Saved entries
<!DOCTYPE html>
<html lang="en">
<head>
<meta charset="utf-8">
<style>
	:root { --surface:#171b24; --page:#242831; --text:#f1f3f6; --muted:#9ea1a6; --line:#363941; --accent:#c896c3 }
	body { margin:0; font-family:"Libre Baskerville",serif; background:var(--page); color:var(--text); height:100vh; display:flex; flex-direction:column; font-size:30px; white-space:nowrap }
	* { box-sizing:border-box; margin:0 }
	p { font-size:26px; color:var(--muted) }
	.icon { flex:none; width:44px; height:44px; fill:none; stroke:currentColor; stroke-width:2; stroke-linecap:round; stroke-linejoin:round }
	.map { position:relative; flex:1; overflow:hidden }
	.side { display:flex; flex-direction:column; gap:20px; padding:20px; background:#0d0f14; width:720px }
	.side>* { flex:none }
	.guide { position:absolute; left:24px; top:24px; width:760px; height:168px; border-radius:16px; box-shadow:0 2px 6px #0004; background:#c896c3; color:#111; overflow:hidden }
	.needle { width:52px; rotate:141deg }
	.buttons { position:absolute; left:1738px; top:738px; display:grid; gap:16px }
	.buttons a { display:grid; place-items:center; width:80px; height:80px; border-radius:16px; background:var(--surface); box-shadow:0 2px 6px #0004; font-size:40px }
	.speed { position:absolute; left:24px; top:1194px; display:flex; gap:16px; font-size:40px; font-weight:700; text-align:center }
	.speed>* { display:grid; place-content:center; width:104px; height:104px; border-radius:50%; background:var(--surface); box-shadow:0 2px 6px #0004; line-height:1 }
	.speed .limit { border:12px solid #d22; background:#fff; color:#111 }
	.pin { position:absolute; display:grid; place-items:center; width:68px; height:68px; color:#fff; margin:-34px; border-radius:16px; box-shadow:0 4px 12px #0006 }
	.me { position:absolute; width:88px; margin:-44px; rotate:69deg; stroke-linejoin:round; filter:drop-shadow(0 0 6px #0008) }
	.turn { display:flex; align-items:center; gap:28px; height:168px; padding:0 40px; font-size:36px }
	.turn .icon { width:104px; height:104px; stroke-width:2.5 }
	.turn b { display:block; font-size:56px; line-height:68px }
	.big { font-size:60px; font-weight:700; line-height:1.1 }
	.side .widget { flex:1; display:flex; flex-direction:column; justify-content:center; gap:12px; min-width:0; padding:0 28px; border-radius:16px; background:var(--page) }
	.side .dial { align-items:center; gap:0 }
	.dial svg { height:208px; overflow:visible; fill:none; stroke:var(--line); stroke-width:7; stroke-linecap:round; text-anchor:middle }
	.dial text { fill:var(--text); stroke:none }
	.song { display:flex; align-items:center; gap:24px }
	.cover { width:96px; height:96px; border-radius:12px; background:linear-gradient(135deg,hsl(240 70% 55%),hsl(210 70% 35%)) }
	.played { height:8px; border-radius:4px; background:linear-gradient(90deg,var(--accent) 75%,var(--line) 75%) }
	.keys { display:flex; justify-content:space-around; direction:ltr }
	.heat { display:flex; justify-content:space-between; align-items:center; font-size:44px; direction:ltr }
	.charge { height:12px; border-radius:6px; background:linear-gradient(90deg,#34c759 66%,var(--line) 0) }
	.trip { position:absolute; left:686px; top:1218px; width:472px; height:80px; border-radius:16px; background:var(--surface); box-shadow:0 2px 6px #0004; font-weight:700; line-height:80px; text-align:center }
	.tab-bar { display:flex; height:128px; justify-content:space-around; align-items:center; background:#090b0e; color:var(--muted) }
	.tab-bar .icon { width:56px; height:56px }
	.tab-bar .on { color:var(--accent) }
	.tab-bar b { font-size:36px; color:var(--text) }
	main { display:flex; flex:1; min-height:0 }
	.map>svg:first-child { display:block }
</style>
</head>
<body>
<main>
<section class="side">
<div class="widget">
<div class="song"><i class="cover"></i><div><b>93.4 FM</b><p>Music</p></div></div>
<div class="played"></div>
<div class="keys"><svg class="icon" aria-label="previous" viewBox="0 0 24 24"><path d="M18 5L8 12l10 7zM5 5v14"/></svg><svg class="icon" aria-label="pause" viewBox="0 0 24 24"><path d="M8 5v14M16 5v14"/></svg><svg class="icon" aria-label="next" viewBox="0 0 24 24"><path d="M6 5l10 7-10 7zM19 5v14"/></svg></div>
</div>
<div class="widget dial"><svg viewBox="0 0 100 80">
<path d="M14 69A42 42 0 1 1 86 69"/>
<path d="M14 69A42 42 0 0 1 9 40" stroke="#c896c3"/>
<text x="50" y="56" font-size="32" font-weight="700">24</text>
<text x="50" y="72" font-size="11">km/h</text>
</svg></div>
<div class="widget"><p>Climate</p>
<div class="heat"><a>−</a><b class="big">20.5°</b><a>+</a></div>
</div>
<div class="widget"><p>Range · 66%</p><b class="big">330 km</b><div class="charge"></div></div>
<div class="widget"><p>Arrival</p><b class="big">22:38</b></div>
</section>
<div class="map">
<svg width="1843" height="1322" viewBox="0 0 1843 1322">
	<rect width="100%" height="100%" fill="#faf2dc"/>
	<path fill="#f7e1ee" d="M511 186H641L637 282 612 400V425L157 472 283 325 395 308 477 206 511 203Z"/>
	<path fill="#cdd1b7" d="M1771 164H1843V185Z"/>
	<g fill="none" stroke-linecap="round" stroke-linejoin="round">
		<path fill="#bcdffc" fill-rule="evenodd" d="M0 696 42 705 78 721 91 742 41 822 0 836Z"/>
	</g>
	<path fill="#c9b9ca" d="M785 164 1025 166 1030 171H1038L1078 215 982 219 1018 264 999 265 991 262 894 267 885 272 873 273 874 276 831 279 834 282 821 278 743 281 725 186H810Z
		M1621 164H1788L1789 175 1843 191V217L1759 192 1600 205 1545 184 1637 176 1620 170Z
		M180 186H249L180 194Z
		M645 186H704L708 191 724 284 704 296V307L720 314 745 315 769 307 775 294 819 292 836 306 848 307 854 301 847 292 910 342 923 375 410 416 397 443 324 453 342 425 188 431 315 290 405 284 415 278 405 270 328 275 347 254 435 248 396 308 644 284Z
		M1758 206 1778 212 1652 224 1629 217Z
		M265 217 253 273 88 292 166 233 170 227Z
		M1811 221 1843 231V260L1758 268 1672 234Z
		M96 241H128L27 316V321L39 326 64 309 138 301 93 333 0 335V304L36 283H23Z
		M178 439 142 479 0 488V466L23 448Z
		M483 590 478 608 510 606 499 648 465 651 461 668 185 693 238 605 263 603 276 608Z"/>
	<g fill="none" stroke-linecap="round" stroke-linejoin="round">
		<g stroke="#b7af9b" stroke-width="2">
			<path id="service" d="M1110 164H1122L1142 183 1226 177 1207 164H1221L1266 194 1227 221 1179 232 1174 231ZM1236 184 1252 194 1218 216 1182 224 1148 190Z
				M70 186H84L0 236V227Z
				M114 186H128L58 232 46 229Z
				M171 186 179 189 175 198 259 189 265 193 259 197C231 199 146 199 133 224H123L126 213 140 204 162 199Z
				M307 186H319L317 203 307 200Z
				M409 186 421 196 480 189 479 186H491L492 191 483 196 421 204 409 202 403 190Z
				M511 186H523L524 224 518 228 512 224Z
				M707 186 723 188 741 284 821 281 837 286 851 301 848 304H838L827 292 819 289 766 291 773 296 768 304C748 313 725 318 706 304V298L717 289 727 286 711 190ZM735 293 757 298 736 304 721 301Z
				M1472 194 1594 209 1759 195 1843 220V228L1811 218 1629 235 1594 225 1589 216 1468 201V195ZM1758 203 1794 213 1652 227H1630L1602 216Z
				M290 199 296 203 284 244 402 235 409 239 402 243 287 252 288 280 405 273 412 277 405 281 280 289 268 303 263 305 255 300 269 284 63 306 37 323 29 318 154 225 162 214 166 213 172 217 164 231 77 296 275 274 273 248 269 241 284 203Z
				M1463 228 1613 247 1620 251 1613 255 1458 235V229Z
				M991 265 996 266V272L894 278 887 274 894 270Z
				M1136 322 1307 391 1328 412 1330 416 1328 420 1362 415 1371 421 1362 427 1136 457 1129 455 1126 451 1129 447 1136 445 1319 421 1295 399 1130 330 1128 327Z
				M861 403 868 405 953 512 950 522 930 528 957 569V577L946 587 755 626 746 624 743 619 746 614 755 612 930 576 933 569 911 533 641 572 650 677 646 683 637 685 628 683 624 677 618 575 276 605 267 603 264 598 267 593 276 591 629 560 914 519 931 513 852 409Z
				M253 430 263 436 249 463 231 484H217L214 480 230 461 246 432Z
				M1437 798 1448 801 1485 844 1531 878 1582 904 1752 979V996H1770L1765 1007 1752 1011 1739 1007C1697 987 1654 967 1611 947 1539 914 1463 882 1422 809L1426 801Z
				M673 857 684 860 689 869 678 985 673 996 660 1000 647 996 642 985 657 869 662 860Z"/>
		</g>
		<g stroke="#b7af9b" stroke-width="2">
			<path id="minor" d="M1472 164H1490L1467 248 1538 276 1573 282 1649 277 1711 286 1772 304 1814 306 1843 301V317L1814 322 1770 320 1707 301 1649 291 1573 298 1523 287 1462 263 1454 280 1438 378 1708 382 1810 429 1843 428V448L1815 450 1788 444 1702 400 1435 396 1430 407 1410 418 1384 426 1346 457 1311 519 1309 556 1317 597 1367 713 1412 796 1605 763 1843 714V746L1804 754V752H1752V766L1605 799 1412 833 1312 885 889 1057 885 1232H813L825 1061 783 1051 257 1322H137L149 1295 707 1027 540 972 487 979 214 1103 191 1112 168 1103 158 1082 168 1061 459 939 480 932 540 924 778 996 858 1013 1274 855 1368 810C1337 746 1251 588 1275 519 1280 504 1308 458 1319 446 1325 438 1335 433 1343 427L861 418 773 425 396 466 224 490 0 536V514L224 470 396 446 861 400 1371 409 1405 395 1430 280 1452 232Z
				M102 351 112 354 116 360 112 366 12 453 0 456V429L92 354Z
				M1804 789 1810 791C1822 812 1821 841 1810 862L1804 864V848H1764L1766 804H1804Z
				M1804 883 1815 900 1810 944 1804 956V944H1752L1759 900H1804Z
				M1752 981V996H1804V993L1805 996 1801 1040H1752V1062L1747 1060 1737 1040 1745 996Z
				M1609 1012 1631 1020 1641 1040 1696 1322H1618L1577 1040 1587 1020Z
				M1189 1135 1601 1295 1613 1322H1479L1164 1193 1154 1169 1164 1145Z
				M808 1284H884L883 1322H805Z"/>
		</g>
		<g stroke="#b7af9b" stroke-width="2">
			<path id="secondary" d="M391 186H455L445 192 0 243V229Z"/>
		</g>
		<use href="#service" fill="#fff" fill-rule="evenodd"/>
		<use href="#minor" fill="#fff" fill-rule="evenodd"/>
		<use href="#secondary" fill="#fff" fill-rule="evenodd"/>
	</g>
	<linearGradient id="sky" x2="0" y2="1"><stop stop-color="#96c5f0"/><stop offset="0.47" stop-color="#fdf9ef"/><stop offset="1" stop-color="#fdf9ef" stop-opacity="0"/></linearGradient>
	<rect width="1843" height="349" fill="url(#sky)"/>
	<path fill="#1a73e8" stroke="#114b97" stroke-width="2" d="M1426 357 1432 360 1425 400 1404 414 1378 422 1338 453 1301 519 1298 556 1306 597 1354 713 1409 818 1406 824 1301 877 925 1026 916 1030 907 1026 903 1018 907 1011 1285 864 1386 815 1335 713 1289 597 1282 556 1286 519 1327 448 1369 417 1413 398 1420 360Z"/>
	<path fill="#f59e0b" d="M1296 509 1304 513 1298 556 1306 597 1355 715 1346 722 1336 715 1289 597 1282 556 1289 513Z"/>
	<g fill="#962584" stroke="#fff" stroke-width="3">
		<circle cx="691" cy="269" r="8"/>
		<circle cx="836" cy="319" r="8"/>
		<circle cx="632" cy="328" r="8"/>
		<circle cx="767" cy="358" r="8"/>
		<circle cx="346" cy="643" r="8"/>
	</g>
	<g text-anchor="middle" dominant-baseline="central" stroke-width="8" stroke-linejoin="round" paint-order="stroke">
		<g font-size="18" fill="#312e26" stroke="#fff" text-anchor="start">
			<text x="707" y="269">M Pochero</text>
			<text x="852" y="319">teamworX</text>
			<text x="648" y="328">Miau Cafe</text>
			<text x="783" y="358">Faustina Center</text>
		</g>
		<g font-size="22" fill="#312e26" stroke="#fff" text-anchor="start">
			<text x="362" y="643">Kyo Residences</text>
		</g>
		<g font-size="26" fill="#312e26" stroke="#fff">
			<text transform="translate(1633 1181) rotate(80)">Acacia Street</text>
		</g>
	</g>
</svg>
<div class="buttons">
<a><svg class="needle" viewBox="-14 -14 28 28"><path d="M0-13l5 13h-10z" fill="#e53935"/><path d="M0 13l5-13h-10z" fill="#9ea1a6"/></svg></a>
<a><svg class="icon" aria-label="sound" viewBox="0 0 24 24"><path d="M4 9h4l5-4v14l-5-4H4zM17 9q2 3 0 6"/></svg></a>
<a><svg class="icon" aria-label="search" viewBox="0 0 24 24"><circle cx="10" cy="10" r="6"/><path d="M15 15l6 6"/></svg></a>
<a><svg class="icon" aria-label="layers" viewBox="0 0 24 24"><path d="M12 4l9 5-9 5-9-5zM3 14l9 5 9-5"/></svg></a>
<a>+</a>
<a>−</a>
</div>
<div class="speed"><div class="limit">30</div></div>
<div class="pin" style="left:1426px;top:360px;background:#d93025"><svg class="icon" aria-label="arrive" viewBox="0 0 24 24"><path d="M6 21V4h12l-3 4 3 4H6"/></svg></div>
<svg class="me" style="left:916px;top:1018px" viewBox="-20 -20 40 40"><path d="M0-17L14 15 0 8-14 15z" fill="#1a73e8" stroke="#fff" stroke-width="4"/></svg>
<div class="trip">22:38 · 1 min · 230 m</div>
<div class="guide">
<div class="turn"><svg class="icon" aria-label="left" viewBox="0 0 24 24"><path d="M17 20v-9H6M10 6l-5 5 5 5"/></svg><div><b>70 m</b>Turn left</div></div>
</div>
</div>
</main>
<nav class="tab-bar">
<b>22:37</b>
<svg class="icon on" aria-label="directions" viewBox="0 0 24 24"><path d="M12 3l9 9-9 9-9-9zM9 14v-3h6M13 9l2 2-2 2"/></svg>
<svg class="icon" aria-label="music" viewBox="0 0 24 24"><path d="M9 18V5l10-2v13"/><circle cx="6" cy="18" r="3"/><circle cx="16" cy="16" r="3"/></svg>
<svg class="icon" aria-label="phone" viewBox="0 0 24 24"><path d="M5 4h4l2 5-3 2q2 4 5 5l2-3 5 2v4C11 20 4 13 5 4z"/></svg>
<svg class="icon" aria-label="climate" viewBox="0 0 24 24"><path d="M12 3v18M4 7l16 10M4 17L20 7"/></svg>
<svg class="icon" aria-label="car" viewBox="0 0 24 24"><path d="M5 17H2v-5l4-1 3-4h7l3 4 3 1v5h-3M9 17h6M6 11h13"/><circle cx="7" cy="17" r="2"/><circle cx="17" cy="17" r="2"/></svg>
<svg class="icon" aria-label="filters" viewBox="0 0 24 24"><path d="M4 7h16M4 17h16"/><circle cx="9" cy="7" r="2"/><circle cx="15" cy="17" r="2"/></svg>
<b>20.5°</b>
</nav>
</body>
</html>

YOUR INSTRUCTIONS:
How many lines in the records above contain the word "played"? State that number and nothing more.

EXERCISE OUTPUT:
2